Bitcoin requires a constant input of energy to maintain the network. If the ratio between price and cost goes upside down, the network vanishes.

@opendna @FranckLeroy actually that's not true. The system balances itself out, so if electricity prices go up, fewer will mine, making it take longer, and it self-adjusts to make it easier. As long as even one machine is mining, even a Raspberry Pi, the blockchain is alive.

Many wax cylinders and old film reels have been lost to time, and they are easy to manipulate.

@Setok @FranckLeroy Six Raspberry Pi with a combined 2.6TB in disk space, and whomever controls more than half of them has full authority to edit the "immutable" ledger in any way they like.

...which is good because it would otherwise take them over 66,000 years to confirm a transaction.

@opendna @FranckLeroy it's true that with >50% CPU they could control transactions, but I'm talking hypotheticals. Remember the easiness adjusts, so if there is reduced hash, the difficulty is dropped and confirmation likewise.
@Setok @FranckLeroy it's ingenuous and fascinating but for pretty much every real-world use case it's an anti-feature
@berto @Setok @FranckLeroy which is where @Setok will discover the mutability: when humans no longer have an interest in continuing to mine. That is to say, when we remove the need for the platform, or when it removes us from having an habitable environment.

@berto @Setok @FranckLeroy The immutability that a system of this nature banks on, and is making bank off, is predicated on underlying greed, scarcity, desperation, inequality. Simultaneously it is contributing to the ecological and resource collapse that will accelerate those social factors.

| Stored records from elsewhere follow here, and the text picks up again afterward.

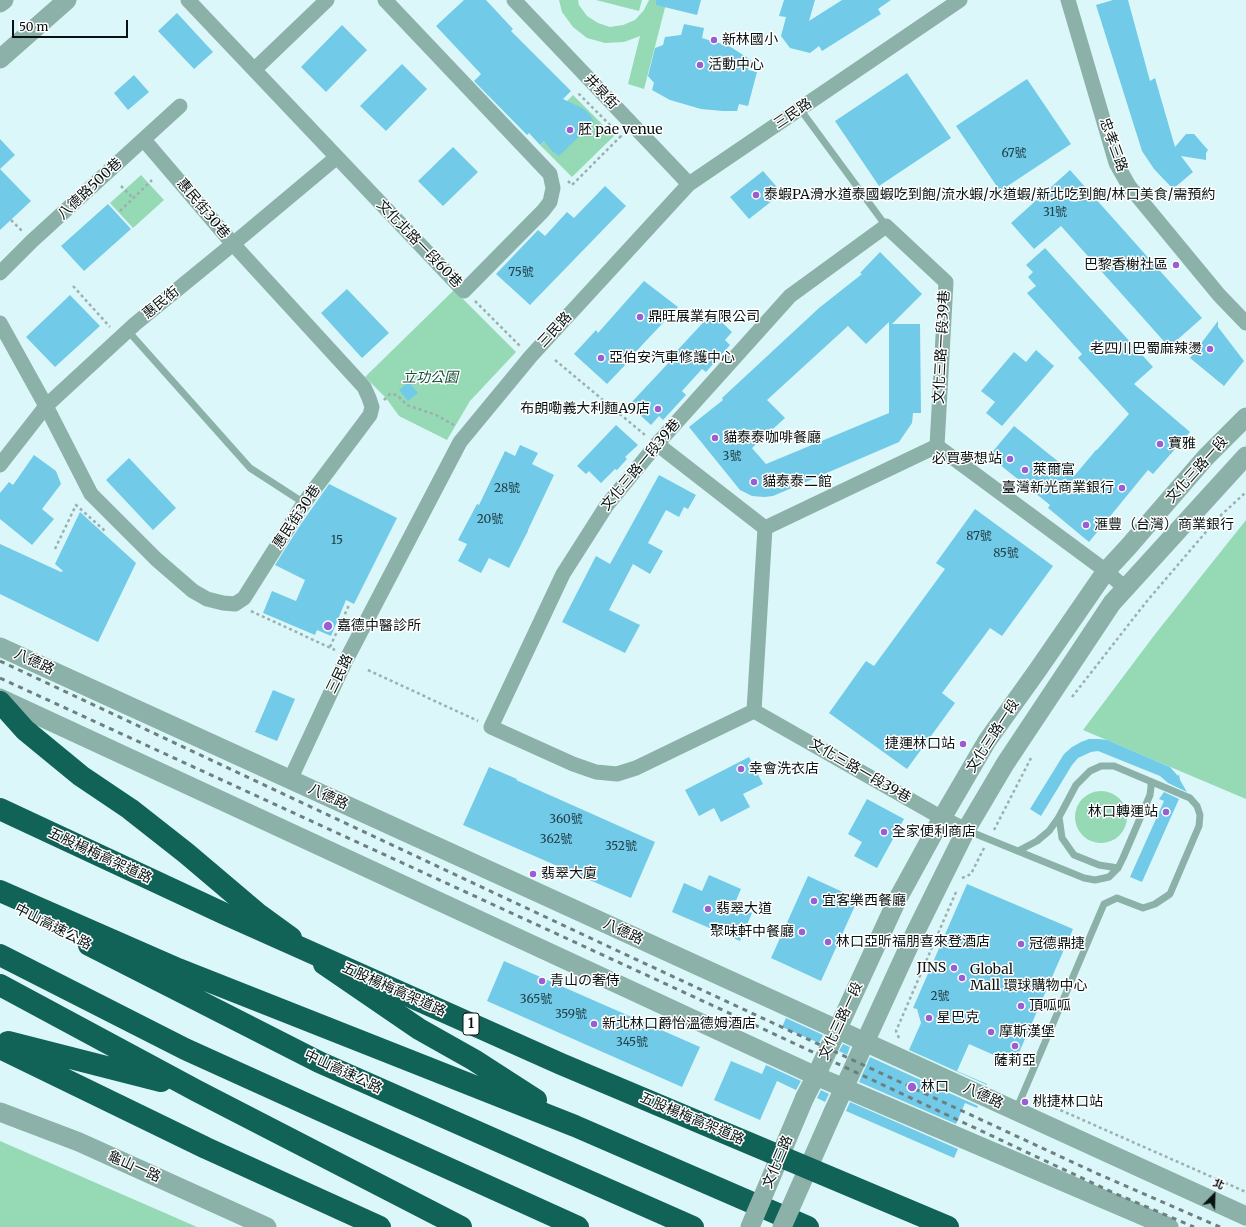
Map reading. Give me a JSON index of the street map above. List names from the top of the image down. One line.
{"streets":{"highway":["五股楊梅高架道路","中山高速公路","1"],"street":["井泉街","三民路","忠孝三路","八德路500巷","惠民街30巷","文化北路一段60巷","惠民街","文化三路一段39巷","文化三路一段","八德路","文化三路","龜山一路"]},"crossings":[["井泉街","三民路"],["三民路","八德路"],["八德路500巷","惠民街30巷"],["惠民街30巷","惠民街"],["文化北路一段60巷","惠民街"],["文化三路一段39巷","文化三路一段"],["文化三路一段","八德路"],["文化三路一段","文化三路"]],"parks":["立功公園"],"places":["新林國小","活動中心","胚 pae venue","泰蝦PA滑水道泰國蝦吃到飽/流水蝦/水道蝦/新北吃到飽/林口美食/需預約","巴黎香榭社區","鼎旺展業有限公司","老四川巴蜀麻辣燙","亞伯安汽車修護中心","布朗嘞義大利麵A9店","貓泰泰咖啡餐廳","寶雅","必買夢想站","萊爾富","貓泰泰二館","臺灣新光商業銀行","滙豐（台灣）商業銀行","嘉德中醫診所","捷運林口站","幸會洗衣店","林口轉運站","全家便利商店","翡翠大廈","宜客樂西餐廳","翡翠大道","聚味軒中餐廳","林口亞昕福朋喜來登酒店","冠德鼎捷","JINS","Global Mall 環球購物中心","青山の奢侍","頂呱呱","星巴克","新北林口爵怡溫德姆酒店","摩斯漢堡","薩莉亞","林口","桃捷林口站"],"house_numbers":["67號","31號","75號","3號","28號","20號","87號","15","85號","360號","362號","352號","2號","365號","359號","345號"],"scale_bar":"50 m","north":"top right"}
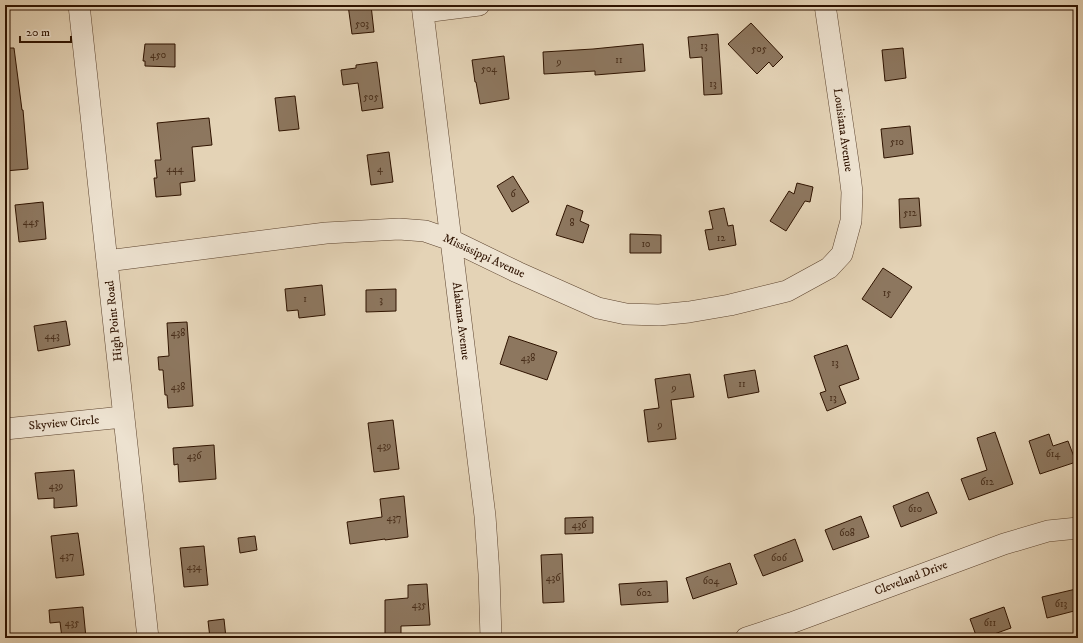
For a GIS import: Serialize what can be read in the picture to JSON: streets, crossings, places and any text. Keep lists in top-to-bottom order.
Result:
{
  "streets": {
    "street": [
      "Louisiana Avenue",
      "Mississippi Avenue",
      "High Point Road",
      "Alabama Avenue",
      "Skyview Circle",
      "Cleveland Drive"
    ]
  },
  "crossings": [
    ["Louisiana Avenue", "Mississippi Avenue"],
    ["Mississippi Avenue", "High Point Road"],
    ["Mississippi Avenue", "Alabama Avenue"],
    ["High Point Road", "Skyview Circle"]
  ],
  "house_numbers": [
    "503",
    "13",
    "505",
    "450",
    "11",
    "9",
    "504",
    "13",
    "505",
    "510",
    "444",
    "4",
    "6",
    "512",
    "445",
    "8",
    "12",
    "10",
    "15",
    "1",
    "3",
    "438",
    "443",
    "438",
    "13",
    "11",
    "438",
    "9",
    "13",
    "9",
    "439",
    "614",
    "436",
    "612",
    "439",
    "610",
    "437",
    "436",
    "608",
    "437",
    "606",
    "434",
    "436",
    "604",
    "602",
    "613",
    "435",
    "435",
    "611"
  ],
  "scale_bar": "20 m"
}
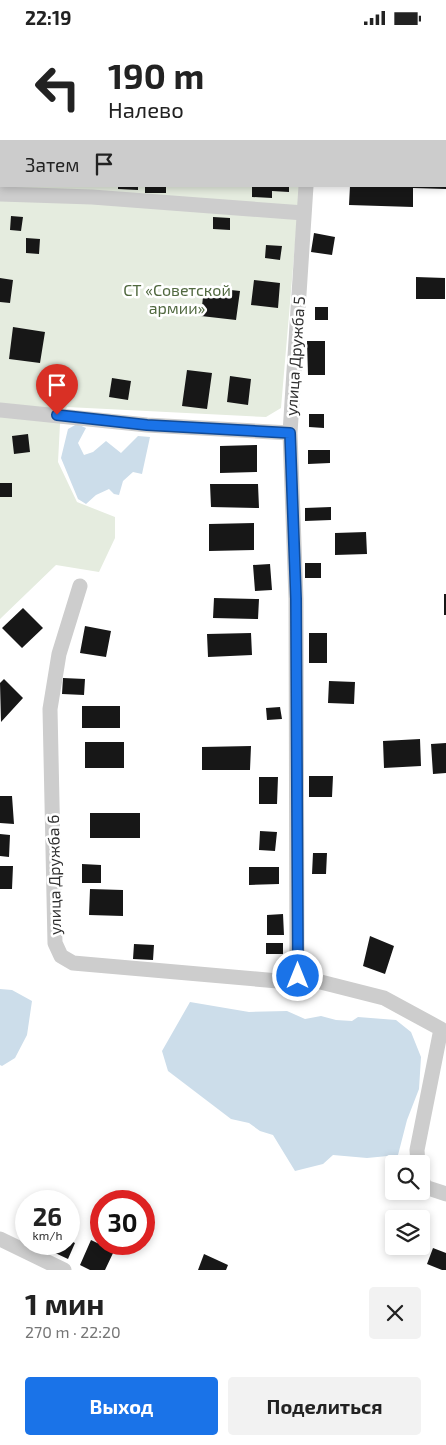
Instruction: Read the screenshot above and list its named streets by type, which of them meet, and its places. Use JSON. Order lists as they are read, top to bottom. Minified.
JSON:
{"streets":{"street":["улица Дружба 5","улица Дружба 6"]},"crossings":[["улица Дружба 5","улица Дружба 6"]],"parks":["СТ «Советской армии»"],"page":{"status":"22:19","turn":["190 m","Налево"],"then":"Затем","speed":"26 km/h","limit":"30","heading":["1 мин","270 m · 22:20"],"buttons":["Выход","Поделиться"]}}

Fascinating to watch in progress I am sure, but the OP accurately summed up the nihilistic stupidity of a planet-collapsing chain letter.

@Setok @FranckLeroy ideologically, I have problems with the "controlled by no one".

The problem blockchain tries to solve: we're having a hard time currently trusting each other, or trusting institutions like the Fed, and at the end trusting democracy. Making society.

But the solution to that isn't avoiding the need of trust, like Blockchain. It's rebuilding trust (and society, and democracy).

@vincevlo @FranckLeroy I see your point and agree with the sentiment, but we also need infrastructure that allows us to operate without trust. Money itself was created as a token that did not require trust for the transaction beyond that the product the other was selling was valid. No need to have complex barter arrangements. Also, whatever trust is there, can be betrayed (change of management, change of government). Having trust less infra protects us

@Setok lol, no. you don't need to solve stupid puzzles to achieve immutability. (nor is immutability such an important attribute in most use cases).

@FranckLeroy

@Setok @FranckLeroy if I hand you a file and a checksum for that file it is effectively immutable as well, as long as we all promise to respect that checksum.

Didn’t even have to destroy thousands of lives to do it!